*TASK:* Only a number is expected: how many lines in the data below contain the word "paint".

*MATERIAL SUPPLIED:*
..........
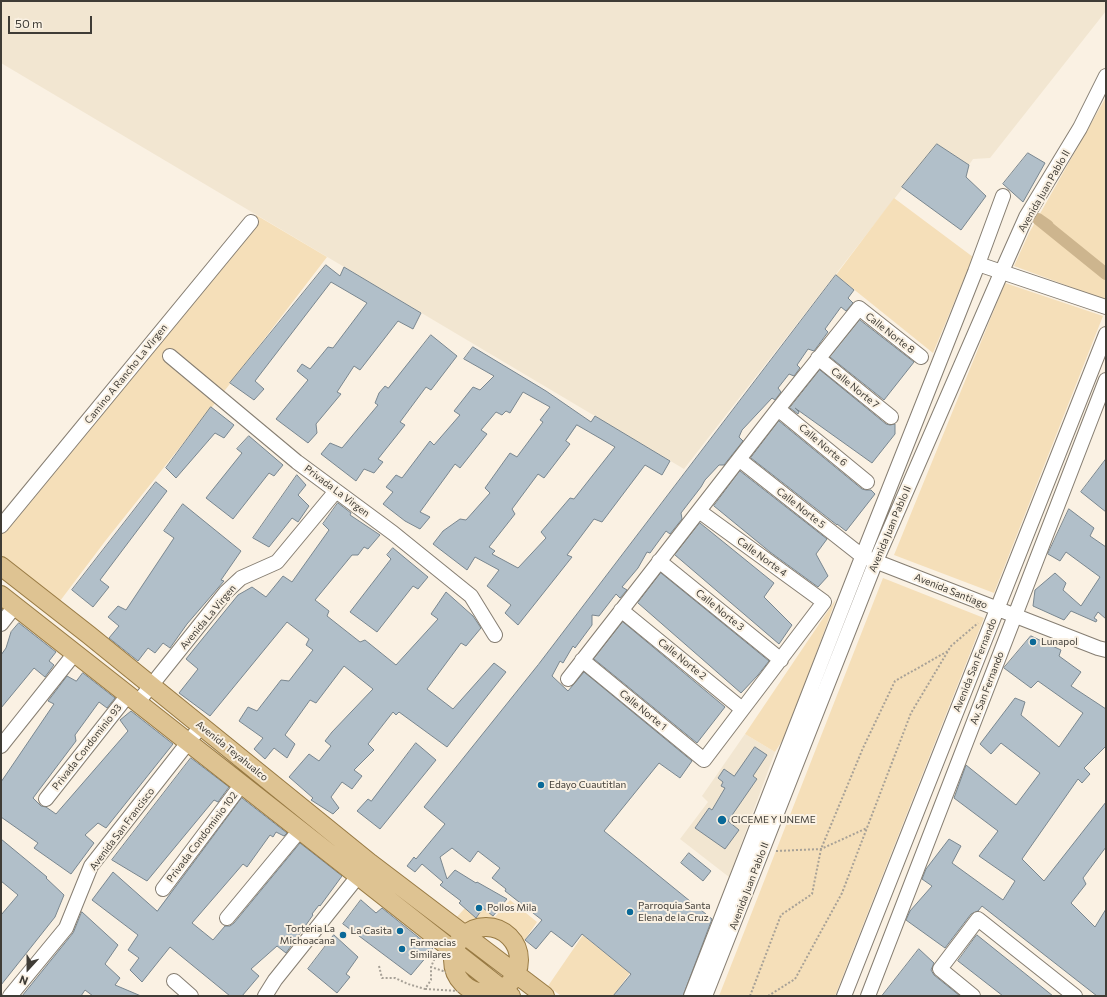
<!DOCTYPE html>
<html>
<head>
<meta charset="utf-8">
<style>
	body { margin:0 }
	#map { position:relative; width:1107px; height:997px; overflow:hidden; background:#faf1e3; font-family:Commissioner,sans-serif }
	canvas { display:block }
	.frame { position:absolute; inset:0; border:2px solid #3f3c36; pointer-events:none }
	.north { position:absolute; left:8px; top:949px; width:40px; height:40px; -webkit-text-stroke:3px #faf1e3; paint-order:stroke; rotate:201deg; font-size:11px; font-weight:700; line-height:16px; text-align:center; color:#3f3c36 }
	.north::after { content:''; display:block; margin:auto; width:14px; height:18px; background:#3f3c36; clip-path:polygon(50% 0,100% 100%,50% 72%,0 100%) }
	.scale { position:absolute; left:8px; top:16px; width:84px; height:18px; box-sizing:border-box; border:2px solid #3f3c36; border-top:0; padding-left:5px; font-size:12px; line-height:14px; white-space:nowrap; color:#3f3c36; -webkit-text-stroke:3px #faf1e3; paint-order:stroke }
</style>
</head>
<body>
<div id="map">
<canvas width="1107" height="997"></canvas>
<div class="frame"></div>
<div class="north">N</div>
<div class="scale">50 m</div>
</div>
<script>
const context = document.querySelector('canvas').getContext('2d');
context.lineJoin = 'round';
function fill(path, color) {
  context.fillStyle = color;
  context.fill(path, 'evenodd');
}
function strokePath(path, color, width, dash) {
  context.strokeStyle = color;
  context.lineWidth = width;
  context.lineCap = dash ? 'butt' : 'round';
  context.setLineDash(dash || []);
  context.stroke(path);
}
function write(font, color, halo, rows, align = 'center') {
  context.font = font + ' Commissioner,sans-serif';
  context.lineWidth = 4;
  context.setLineDash([]);
  context.textBaseline = 'middle';
  context.strokeStyle = halo;
  context.fillStyle = color;
  for (const [text, x, y, turn = 0] of rows) {
    context.save();
    context.translate(x, y);
    context.rotate((+turn || 0) * Math.PI / 180);
    context.textAlign = isNaN(turn) ? turn : align;
    if (halo) context.strokeText(text, 0, 0);
    context.fillText(text, 0, 0);
    context.restore();
  }
}
const built = new Path2D(`
	M1 1H1106V11L990 158 973 159 969 165 937 144 684 469 1 63Z
	M745 734 775 752 729 877 680 839 708 802 702 796Z`);
const green = new Path2D(`
	M1106 97V300L1014 266 1029 233Z
	M894 198 973 257 933 353 836 275Z
	M256 215 327 257 216 402 106 540 60 601 1 557V534L26 499 245 231Z
	M1005 283 1103 316 994 593 894 555Z
	M883 578 984 618 835 996H719Z
	M836 599 787 733 775 752 745 734Z
	M510 900 537 922 524 941C522 937 520 932 517 930 504 919 484 917 471 927L456 918 465 908 476 917 483 908 495 917Z
	M583 935 630 973 613 996H561L548 986Z`);
const canal = new Path2D(`
	M1048 226 1038 219 1106 274`);
const building = new Path2D(`
	M937 144 969 165 966 177 986 196 961 230 902 187Z
	M1028 153 1045 163 1023 202 1003 184Z
	M326 265 340 276 344 267 421 313 413 329 398 321 360 370 354 366 337 392 341 394 316 424 317 433 308 443 276 419 308 380 297 371 302 364 310 369 328 347 333 348 367 303 331 282 255 381 264 389 254 400 230 383Z
	M836 275 854 290 848 298 853 303 846 311 841 307 825 329 828 332 814 351 808 349 797 365 800 368 794 376 789 374 778 388 781 392 775 400 772 398 742 430 739 437 743 441 724 465H719L705 480 701 487 681 513 682 519 670 534 666 531 650 553 647 552 638 568 622 587 627 590 620 598 616 594 599 616 592 615V625L575 648 573 646 563 663 560 661 552 676 568 691 584 672 692 761 680 778 659 763 604 831 712 919 683 996H613L631 974 582 934 572 947 551 931 536 949 525 940 542 920 505 891 506 889 492 878 500 868 478 851 470 862 452 848 440 857 447 879 455 870 476 883 477 882 507 899 493 916 483 908 476 918 459 903 461 901 440 885 443 882 422 864 415 872 407 866 414 857 416 859 445 824 424 807 538 665Z
	M860 320 914 362 884 400 830 357Z
	M431 335 457 356 431 390 426 387 400 422 405 425 378 459 383 462 374 473 364 469 356 481 321 454 330 443 342 448 378 405 375 403 379 393 385 386 388 388Z
	M473 347 546 391 591 422 595 416 670 461 662 475 645 465 602 522 594 519 567 555 572 557 518 625 505 613 511 605 487 586 499 570 475 557 467 570 433 544 443 531 460 519 466 520 490 493 485 488 510 453 517 457 543 422 540 420 550 407 523 392 510 413 506 411 502 415 496 412 481 430 487 434 460 468 455 464 420 512 430 517 420 529 405 521 383 504 393 492 386 487 396 475 402 478 430 441 434 445 460 415 454 411 473 387 480 390 494 376 464 359ZM577 425 615 447 574 499 570 498 541 532 546 538 518 568 492 554 495 551 489 547 515 514 512 509 538 474 544 478 570 444 566 441Z
	M820 370 886 424 890 425 895 424V434L872 463 795 408 799 412 798 414 790 408Z
	M211 407 234 425 224 438 215 433 176 478 166 468Z
	M779 421 862 489 866 490H871L875 494 846 531 837 524V525L751 458Z
	M249 436 283 465 274 476 269 473 233 519 206 498 242 453 237 449Z
	M1106 459V512L1081 492Z
	M740 471 827 539 816 554 828 576 818 587 770 552 714 506Z
	M297 475 306 485 298 495 309 506 298 522 292 518 269 547 253 538Z
	M156 482 167 491 100 580 109 587 93 607 72 590Z
	M338 503 351 513 350 515 380 535 368 549 364 547 358 555H352L315 600 329 611 327 616 360 642 365 640 396 665 438 619 431 614 446 592 473 616 481 628 466 646 461 643 427 689 453 709 494 663 506 672 447 747 399 712 396 715 393 712 368 744 374 750 354 770 362 776 352 789 342 782 331 797 339 808 333 814 311 800 313 798 289 777 309 754 319 761 331 746 325 741 332 732 373 689 344 666 316 703 310 700 285 735 295 744 287 758 274 748 265 759 254 749 263 738 239 721 248 707 257 711 281 680 289 681 313 650 306 645 309 639 287 622 210 716 179 693 198 669 186 659 238 595 252 587 266 597 283 576 292 582 329 530 323 524Z
	M183 504 241 551 221 580 224 581 187 624 170 648 163 643 155 653 148 648 138 661 109 638 119 626 108 617 118 606 126 610 174 538 164 531Z
	M1069 509 1094 528 1090 536 1106 547V619L1098 612 1094 618 1097 620 1096 622 1071 611 1064 620 1033 606 1035 590 1055 573 1066 583 1063 590 1081 606 1100 577 1066 552 1060 561 1048 554Z
	M700 523 774 583 764 597 792 625 779 644 675 555Z
	M393 548 428 577 418 589 413 586 377 632 350 612 391 559 387 555Z
	M661 573 769 661 758 675 741 693 638 603Z
	M623 622 725 707 697 743 594 659Z
	M19 623 56 652 49 661 54 665 45 677 34 668 1 708V655L6 648 11 632Z
	M1031 636 1061 650 1059 656 1081 672 1071 686 1106 709V746L1084 768 1090 774 1082 783 1078 779 1022 859 1044 881 1106 802V847L1083 878 1086 884 1071 903 1095 927 1106 909V996H1097L982 906 978 911 971 914 945 948 906 920 910 911 932 886 922 879 926 869 949 839 961 846 952 863 1003 900 1015 881 979 856 998 831 954 798 966 765 1016 805 1040 773 1001 743 991 754 980 744 1015 698 1025 702 1021 715 1059 747 1083 713 1038 681 1031 688 1004 668Z
	M83 673 115 698 107 708 99 702 75 735 76 741 33 798 41 806 46 807 56 814 128 731 120 720 131 711 173 744 106 828 98 823 85 835 94 843 71 874 34 848 38 843 1 817V782L54 704 48 701 67 676 76 681Z
	M416 743 436 760 380 829 357 811 368 799 371 801Z
	M755 747 767 755 753 776 757 779 728 821 739 830 725 849 695 828 709 808 712 810 725 788 721 786 723 782 718 778 724 769 734 776Z
	M191 758 229 787 218 802 214 800 147 881 112 860Z
	M242 798 287 833 284 836 276 832 273 837 270 835 247 867 243 864 192 923 213 940 225 926H230L234 923 300 843 342 876 320 906 319 905 312 914 313 915 286 953 277 946 251 969 259 976 242 996H230L170 947 142 982 130 970 139 958 128 950 138 935 92 900 113 872 157 911Z
	M1 839 47 877 46 878 64 895 55 917 1 985V915L18 895 1 881Z
	M689 853 711 871 703 881 681 863Z
	M361 900 376 913 382 908 433 949 411 975 343 924Z
	M82 912 118 945 105 964 120 978 115 985 141 996H93L85 990 81 996H22L73 933Z
	M334 935 358 957 346 974 350 977 337 993 308 969Z
	M977 935 1053 996H1003L958 961Z
	M919 949 934 963 931 970 934 975 960 996H882Z`);
const path = new Path2D(`
	M776 851 821 849 867 828
	M379 966 382 978H395L408 984 425 989 431 980V967L436 955
	M425 989 458 991 452 974 431 967
	M750 996 781 915 812 894 821 849 863 748 895 681 948 651
	M768 996 795 979 842 893 911 713 951 646 978 623`);
const minor = new Path2D(`
	M978 264 1106 307
	M170 356 297 462 393 533 471 596 495 635
	M818 358 891 417
	M778 409 867 482
	M740 460 862 556 1098 648 1106 650
	M1 526 251 222
	M659 561 781 660
	M621 610 742 709
	M1 624 15 606
	M582 660 704 760 824 602 699 511
	M568 679 778 409 859 308 921 357
	M138 702 226 592 241 578 277 562 336 491
	M1 746 75 653
	M46 799 128 695
	M163 889 242 784
	M227 918 300 830
	M174 981 191 996
	M490 993 492 996
	M10 996 66 928 91 866 201 726
	M265 996 275 980 359 875
	M691 996 859 565 975 272 1003 196
	M705 996 876 561 1002 271 1026 217 1080 128 1106 76
	M844 996 1106 334
	M868 996 1106 380
	M973 996 940 969 978 919 1075 996`);
const major = new Path2D(`
	M1 566 89 635 370 863 545 996
	M1 595 511 996
	M453 960a33 33 0 1 1 66 0a33 33 0 1 1-66 0Z`);
const markers = [
	[1033,642,4,"#0a6998"],
	[541,785,4,"#0a6998"],
	[722,820,5,"#0a6998"],
	[479,908,4,"#0a6998"],
	[630,912,4,"#0a6998"],
	[400,931,4,"#0a6998"],
	[343,935,4,"#0a6998"],
	[402,949,4,"#0a6998"]
];
const streetNames = [
	["Avenida Juan Pablo II",1044,191,-60],
	["Calle Norte 8",890,333,38],
	["Camino A Rancho La Virgen",126,374,-51],
	["Calle Norte 7",855,388,39],
	["Calle Norte 6",823,445,40],
	["Privada La Virgen",337,491,37],
	["Calle Norte 5",801,508,38],
	["Avenida Juan Pablo II",890,529,-67],
	["Calle Norte 4",762,557,36],
	["Avenida Santiago",951,591,22],
	["Calle Norte 3",720,610,39],
	["Avenida La Virgen",208,617,-50],
	["Calle Norte 2",682,659,39],
	["Avenida San Fernando",975,665,-68],
	["Av. San Fernando",987,688,-69],
	["Calle Norte 1",643,710,39],
	["Privada Condominio 93",87,747,-52],
	["Avenida Teyahualco",232,751,39],
	["Avenida San Francisco",122,829,-53],
	["Privada Condominio 102",202,837,-53],
	["Avenida Juan Pablo II",749,886,-69]
];
const poiNames = [
	["Lunapol",1041,642],
	["Edayo Cuautitlan",549,785],
	["CICEME Y UNEME",731,820],
	["Parroquia Santa",638,906],
	["Elena de la Cruz",638,918],
	["Pollos Mila",487,908],
	["Torteria La",335,929,"right"],
	["Michoacana",335,941,"right"],
	["La Casita",392,931,"right"],
	["Farmacias",410,943],
	["Similares",410,955]
];
fill(built, '#f2e6d1');
fill(green, '#f5dfb9');
strokePath(canal, '#cdb58e', 12);
fill(building, '#b1bfc9');
strokePath(building, '#79868f', 1);
strokePath(minor, '#867e72', 16);
strokePath(major, '#987a43', 20);
strokePath(path, '#a7a197', 2, [2, 2]);
strokePath(minor, '#fff', 14);
strokePath(major, '#dec392', 18);
for (const [x, y, r, color] of markers) {
  const dot = new Path2D();
  dot.arc(x, y, r, 0, 2 * Math.PI);
  context.fillStyle = color;
  context.fill(dot);
  strokePath(dot, '#faf1e3', 1.5);
}
write('10px', '#3f3c36', '#faf1e3', streetNames);
write('10px', '#3f3c36', '#faf1e3', poiNames, 'left');
</script>
</body>
</html>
..........
*EXERCISE ANSWER:* 2